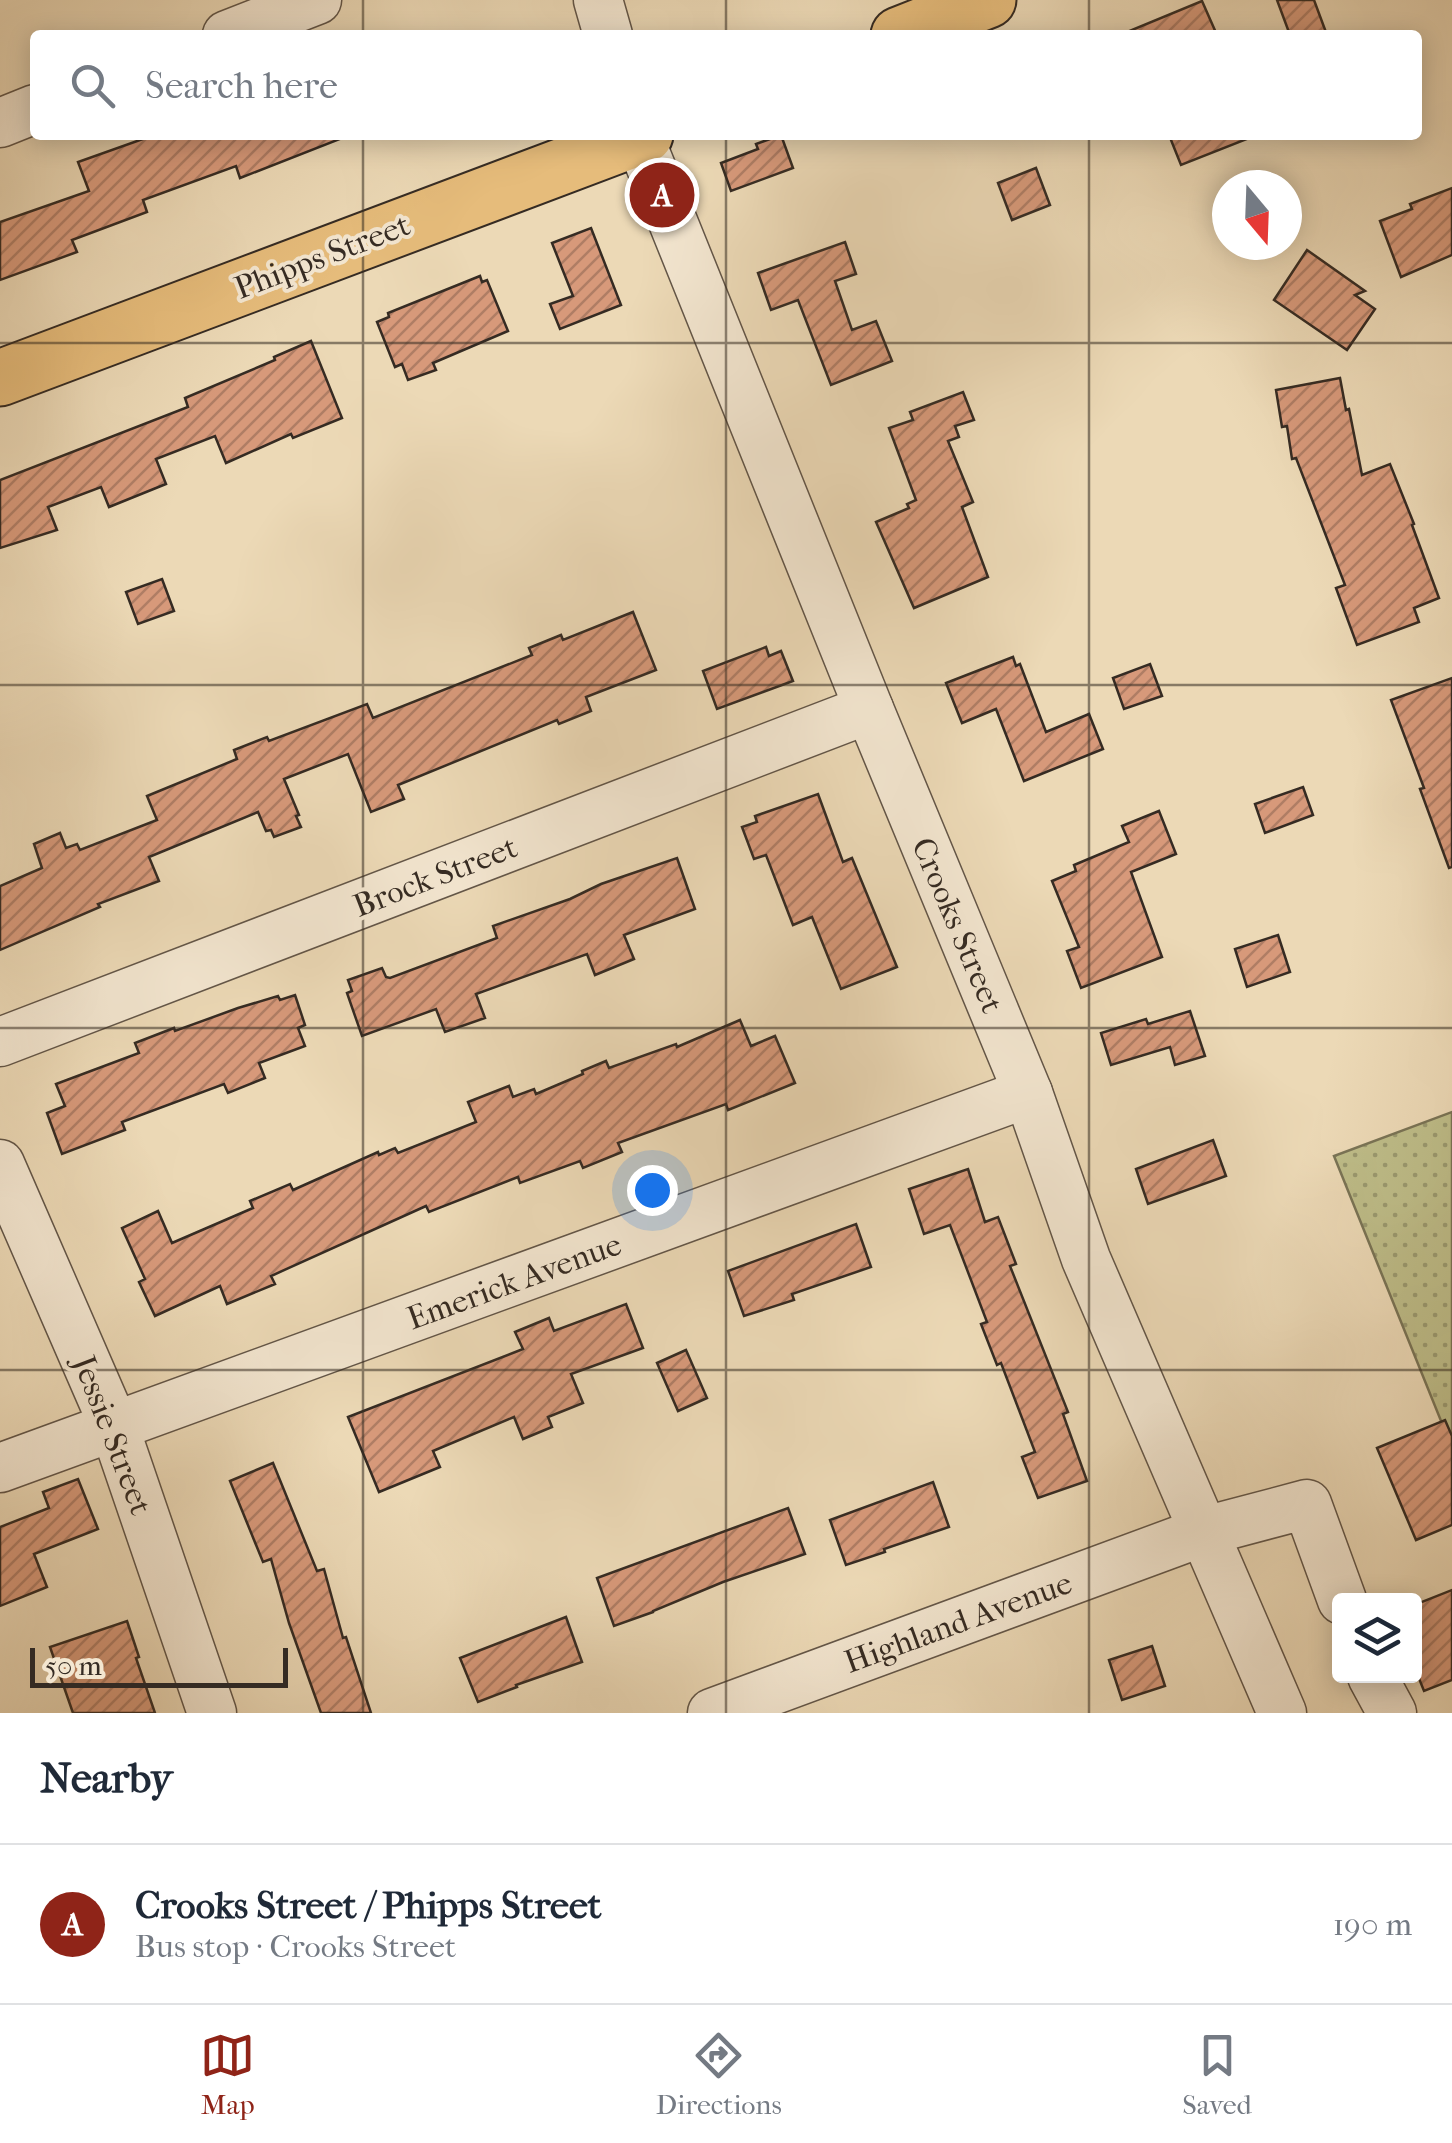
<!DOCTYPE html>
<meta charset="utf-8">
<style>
:root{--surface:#fff;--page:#f6f6f7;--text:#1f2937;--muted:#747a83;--line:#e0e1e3;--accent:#8f2418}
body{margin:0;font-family:"IM FELL French Canon",serif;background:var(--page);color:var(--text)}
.controls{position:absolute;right:30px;bottom:30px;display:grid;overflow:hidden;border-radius:10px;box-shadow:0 5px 25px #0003}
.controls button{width:90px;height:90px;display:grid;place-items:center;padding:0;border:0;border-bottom:2px solid var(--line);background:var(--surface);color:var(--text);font:50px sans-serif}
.compass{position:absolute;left:1212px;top:170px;width:90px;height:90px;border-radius:50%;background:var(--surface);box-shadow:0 5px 25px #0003;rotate:161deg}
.scale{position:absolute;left:30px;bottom:25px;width:258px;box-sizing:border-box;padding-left:10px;border:5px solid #352b23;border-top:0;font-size:28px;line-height:35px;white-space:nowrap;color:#352b23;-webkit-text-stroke:8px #f3e6d0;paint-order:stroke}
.you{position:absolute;left:652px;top:1190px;width:35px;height:35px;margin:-25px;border:8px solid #fff;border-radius:50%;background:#1a73e8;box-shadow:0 0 0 15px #1a73e833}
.badge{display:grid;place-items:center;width:65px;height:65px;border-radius:50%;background:var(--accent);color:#fff;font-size:32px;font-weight:700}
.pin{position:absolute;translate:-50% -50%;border:5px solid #fff;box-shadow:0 2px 10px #0006}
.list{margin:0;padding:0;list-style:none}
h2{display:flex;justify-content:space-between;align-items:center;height:130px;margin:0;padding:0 40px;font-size:42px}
h2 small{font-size:32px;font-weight:400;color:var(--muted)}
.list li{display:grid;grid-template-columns:65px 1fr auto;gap:30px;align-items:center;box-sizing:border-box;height:160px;padding:0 40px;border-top:2px solid var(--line)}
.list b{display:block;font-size:38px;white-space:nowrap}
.list p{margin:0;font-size:32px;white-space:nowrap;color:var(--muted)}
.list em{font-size:32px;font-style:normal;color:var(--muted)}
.icon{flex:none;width:55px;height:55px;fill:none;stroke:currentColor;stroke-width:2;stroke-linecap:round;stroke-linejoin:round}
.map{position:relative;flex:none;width:1452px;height:1713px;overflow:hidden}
.search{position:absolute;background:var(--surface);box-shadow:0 5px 25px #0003;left:30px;right:30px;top:30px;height:110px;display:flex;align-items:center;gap:25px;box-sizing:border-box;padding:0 35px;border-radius:10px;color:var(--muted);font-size:38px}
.sheet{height:290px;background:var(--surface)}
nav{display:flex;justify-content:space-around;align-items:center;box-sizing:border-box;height:140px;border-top:2px solid var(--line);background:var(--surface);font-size:28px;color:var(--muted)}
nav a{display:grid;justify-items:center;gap:5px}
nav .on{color:var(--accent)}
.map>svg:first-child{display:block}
</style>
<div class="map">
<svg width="1452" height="1713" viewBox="0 0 1452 1713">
<defs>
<pattern id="grass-dots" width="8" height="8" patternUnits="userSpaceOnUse" patternTransform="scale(2.5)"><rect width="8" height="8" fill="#bebd89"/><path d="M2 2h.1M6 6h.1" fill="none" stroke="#9b9a70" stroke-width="1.8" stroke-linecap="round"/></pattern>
<pattern id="building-hatch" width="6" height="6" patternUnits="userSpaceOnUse" patternTransform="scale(2.5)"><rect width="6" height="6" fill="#d7997a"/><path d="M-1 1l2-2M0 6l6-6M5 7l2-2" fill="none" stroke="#af7d64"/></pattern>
</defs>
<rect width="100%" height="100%" fill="#ecd9b6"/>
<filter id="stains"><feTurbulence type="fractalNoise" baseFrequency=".002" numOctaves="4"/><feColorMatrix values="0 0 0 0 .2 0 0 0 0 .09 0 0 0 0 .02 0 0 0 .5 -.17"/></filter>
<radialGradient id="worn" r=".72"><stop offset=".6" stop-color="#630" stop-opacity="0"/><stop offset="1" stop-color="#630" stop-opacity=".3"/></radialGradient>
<!-- grass -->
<path fill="url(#grass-dots)" stroke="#7a7456" stroke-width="2.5" d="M1452,1112v336l-118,-292z"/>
<!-- building -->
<g fill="url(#building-hatch)" stroke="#352b23" stroke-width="2.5">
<path d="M1277,0h37l13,35h-37z"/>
<path d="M1202,1l15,34h-95v-1z"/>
<path d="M154,135h191v2l-105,41 -4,-12 -93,34 4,12 -75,28 5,12 -77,28v-58l89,-31 -11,-29z"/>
<path d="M781,135l12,33 -62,23 -10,-28 37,-14 -2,-5z"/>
<path d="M1169,135h83v2l-71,28z"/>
<path d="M1036,168l14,37 -38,15 -14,-37z"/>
<path d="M1452,188v67l-51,22 -21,-56 32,-12 -2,-5z"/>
<path d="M591,228l30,77 -61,24 -10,-25 23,-8 -21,-53z"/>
<path d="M845,242l11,32 -21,7 17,49 24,-9 16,40 -61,24 -33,-85 -27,10 -13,-37z"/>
<path d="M1307,250l58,41 -10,4 20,14 -28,41 -73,-50z"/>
<path d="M480,276l2,6 5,-2 21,51 -75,32 3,7 -28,10 -6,-16 -7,3 -18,-45 12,-5 -1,-4z"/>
<path d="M311,341l31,77 -49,20 -2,-4 -65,29 -11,-27 -59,23 10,25 -57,23 -8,-20 -53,20 9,23 -57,18v-68l188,-73 -3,-9 90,-38 -1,-3z"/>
<path d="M1340,378l6,32 3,-1 13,66 28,-11 24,60 -2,1 27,73 -25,10 5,14 -62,23 -21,-57 9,-3 -49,-127 -4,1 -5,-33 -5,1 -6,-37z"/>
<path d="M963,392l11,28 -19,6 4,11 -11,4 25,61 -11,5 26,70 -74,31 -38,-86 33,-14 -2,-4 9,-4 -27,-72 24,-8 -3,-8z"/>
<path d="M162,579l12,32 -36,13 -12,-32z"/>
<path d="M633,612l23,58 -70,27 5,14 -32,13 -2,-4 -159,65 6,14 -33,13 -23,-58 -64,25 15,36 -3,1 5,11 -27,10 -3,-7 -5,1 -8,-19 -109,45 10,24 -61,23 2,3 -100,43v-64l42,-18 -8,-24 26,-11 6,15 11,-4 3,6 77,-30 -10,-24 90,-37 -3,-9 33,-13 2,4 98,-37 6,14 159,-63 -3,-7 32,-13 2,5z"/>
<path d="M766,647l3,9 12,-5 12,30 -76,28 -14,-38z"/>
<path d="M1013,657l3,9 4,-2 26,68 43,-18 14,35 -79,32 -28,-72 -34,14 -16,-40z"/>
<path d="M1150,664l12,32 -38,13 -11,-31z"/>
<path d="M1452,678v189l-3,1 -29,-79 4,-1 -33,-88z"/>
<path d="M1303,787l10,28 -48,18 -10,-29z"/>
<path d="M818,794l25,68 9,-4 45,109 -56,22 -29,-72 -19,8 -27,-70 -12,4 -12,-32 15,-5 -2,-6z"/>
<path d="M1159,811l17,43 -45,18 31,85 -81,31 -14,-37 12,-4 -27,-66 24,-10 -2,-6 55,-23 -7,-16z"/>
<path d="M677,858l18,51 -71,26 10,24 -39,16 -8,-21 -111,40 9,24 -40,14 -9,-23 -74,27 -15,-43 5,-2 -4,-11 34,-12 4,9 4,1 107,-40 -4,-12 77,-27 31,-15z"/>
<path d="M1278,935l12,37 -43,15 -12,-38z"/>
<path d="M295,995l10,30 -7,3 7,18 -46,17 6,15 -37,15 -4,-9 -102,38 3,8 -63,24 -15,-41 18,-7 -9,-22 83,-31 -4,-10 39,-15 1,3 63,-23 40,-12 2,4z"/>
<path d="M1190,1011l15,45 -30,9 -5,-18 -59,18 -10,-32 45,-14 2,5z"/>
<path d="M740,1020l11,26 24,-10 20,47 -67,27 -2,-6 -108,39 4,9 -39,16 -3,-7 -60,22 -2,-6 -89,35 -3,-6 -155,70 4,8 -48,20 -7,-18 -65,30 -16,-34 6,-3 -23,-51 36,-17 14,32 81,-35 -3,-7 40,-17 3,6 85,-38 1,3 16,-7 3,5 78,-31 -8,-20 41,-16 4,11 21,-8 2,5 47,-20 -1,-3 24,-10 3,7 67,-24 1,3z"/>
<path d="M1213,1140l13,36 -78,28 -12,-35z"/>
<path d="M968,1169l17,53 13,-5 18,47 -6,2 58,146 -5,2 24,67 -49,17 -16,-41 13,-5 -34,-89 -4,2 -16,-41 6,-2 -37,-97 -26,9 -15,-45z"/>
<path d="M856,1224l15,43 -79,27 2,6 -50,16 -16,-45z"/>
<path d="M626,1304l17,44 -72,26 12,29 -35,14 4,10 -29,12 -9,-22 -81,34 7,16 -61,25 -31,-75 175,-68 -8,-17 34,-14 5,13z"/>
<path d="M686,1350l21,48 -29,13 -21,-48z"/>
<path d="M1445,1420l7,16v89l-36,15 -39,-92z"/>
<path d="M273,1463l44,108 7,-2 19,69 3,-1 25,76h-50l-32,-90 -18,-64 -8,3 -33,-81z"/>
<path d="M78,1479l20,50 -64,25 13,33 -47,19v-79l49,-19 -6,-16z"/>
<path d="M933,1482l16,45 -65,22 1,3 -39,13 -16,-45z"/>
<path d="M788,1508l17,46 -82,28 -70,29v1l-39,14 -17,-48z"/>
<path d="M1452,1590v90l-28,11 -10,-25v-61z"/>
<path d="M566,1617l16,45 -66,23 1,2 -39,15 -18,-44z"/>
<path d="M127,1621l12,36 -3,1 19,55h-82l-23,-66z"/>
<path d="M1152,1646l13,40 -43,14 -13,-40z"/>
</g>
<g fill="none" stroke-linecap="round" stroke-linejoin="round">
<!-- minor casing -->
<g stroke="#635648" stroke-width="51">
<g id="minor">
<path d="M598,0l10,35"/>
<path d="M227,35l90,-35"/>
<path d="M0,123l35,-14"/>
<path d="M638,135l231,574 159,384 58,166 196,454"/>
<path d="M0,1042l869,-333"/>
<path d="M0,1164l114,262 98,287"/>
<path d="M0,1468l1028,-375"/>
<path d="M1372,1676l20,37"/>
<path d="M712,1713l493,-182 102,-27 35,96"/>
</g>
</g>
<!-- major casing -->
<g stroke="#352b23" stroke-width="59">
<g id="major">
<path d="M899,35l89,-35"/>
<path d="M0,378l645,-243"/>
</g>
</g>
<!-- minor -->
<use href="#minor" stroke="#f3e6d0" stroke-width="48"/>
<!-- major -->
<use href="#major" stroke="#e6bc7b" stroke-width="55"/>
</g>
<!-- grid -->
<path fill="none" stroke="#352b23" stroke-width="2.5" stroke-opacity="0.55" d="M363,0v35M726,0v35M1089,0v35M363,135v1578M726,135v1578M1089,135v1578M0,343h1452M0,685h1452M0,1028h1452M0,1370h1452"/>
<g text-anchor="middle" stroke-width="8" stroke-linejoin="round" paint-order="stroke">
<!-- street labels -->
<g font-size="32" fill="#352b23" stroke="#f3e6d0">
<text transform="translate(322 256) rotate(-21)" y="11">Phipps Street</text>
<text transform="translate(435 876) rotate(-21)" y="11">Brock Street</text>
<text transform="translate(958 925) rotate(67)" y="11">Crooks Street</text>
<text transform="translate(514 1281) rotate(-20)" y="11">Emerick Avenue</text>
<text transform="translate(113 1435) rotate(69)" y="11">Jessie Street</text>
<text transform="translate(958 1622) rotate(-20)" y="11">Highland Avenue</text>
</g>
</g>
<rect width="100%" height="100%" filter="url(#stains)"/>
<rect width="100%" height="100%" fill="url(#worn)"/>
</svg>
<div class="controls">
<button><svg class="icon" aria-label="layers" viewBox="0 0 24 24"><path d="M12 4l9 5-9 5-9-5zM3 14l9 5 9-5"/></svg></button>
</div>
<svg class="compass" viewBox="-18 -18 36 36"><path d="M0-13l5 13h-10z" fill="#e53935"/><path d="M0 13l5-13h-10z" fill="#747a83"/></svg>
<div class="scale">50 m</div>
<div class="you"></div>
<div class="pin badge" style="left:662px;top:195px">A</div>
<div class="search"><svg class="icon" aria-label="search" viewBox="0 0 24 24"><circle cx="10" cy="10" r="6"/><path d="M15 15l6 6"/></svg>Search here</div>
</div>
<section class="sheet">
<h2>Nearby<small></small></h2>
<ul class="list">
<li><span class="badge">A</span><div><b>Crooks Street / Phipps Street</b><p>Bus stop · Crooks Street</p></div><em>190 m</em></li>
</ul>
</section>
<nav>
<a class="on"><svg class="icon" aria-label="map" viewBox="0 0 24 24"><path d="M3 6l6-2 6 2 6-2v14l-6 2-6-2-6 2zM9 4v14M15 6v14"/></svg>Map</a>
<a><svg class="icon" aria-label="directions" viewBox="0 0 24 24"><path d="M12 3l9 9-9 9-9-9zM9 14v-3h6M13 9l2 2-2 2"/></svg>Directions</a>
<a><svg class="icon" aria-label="saved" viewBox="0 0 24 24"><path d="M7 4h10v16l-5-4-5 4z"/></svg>Saved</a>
</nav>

Your assignment
Please copy all lines of the listing in which the string "solid" occurs.

Result for this task
.controls button{width:90px;height:90px;display:grid;place-items:center;padding:0;border:0;border-bottom:2px solid var(--line);background:var(--surface);color:var(--text);font:50px sans-serif}
.scale{position:absolute;left:30px;bottom:25px;width:258px;box-sizing:border-box;padding-left:10px;border:5px solid #352b23;border-top:0;font-size:28px;line-height:35px;white-space:nowrap;color:#352b23;-webkit-text-stroke:8px #f3e6d0;paint-order:stroke}
.you{position:absolute;left:652px;top:1190px;width:35px;height:35px;margin:-25px;border:8px solid #fff;border-radius:50%;background:#1a73e8;box-shadow:0 0 0 15px #1a73e833}
.pin{position:absolute;translate:-50% -50%;border:5px solid #fff;box-shadow:0 2px 10px #0006}
.list li{display:grid;grid-template-columns:65px 1fr auto;gap:30px;align-items:center;box-sizing:border-box;height:160px;padding:0 40px;border-top:2px solid var(--line)}
nav{display:flex;justify-content:space-around;align-items:center;box-sizing:border-box;height:140px;border-top:2px solid var(--line);background:var(--surface);font-size:28px;color:var(--muted)}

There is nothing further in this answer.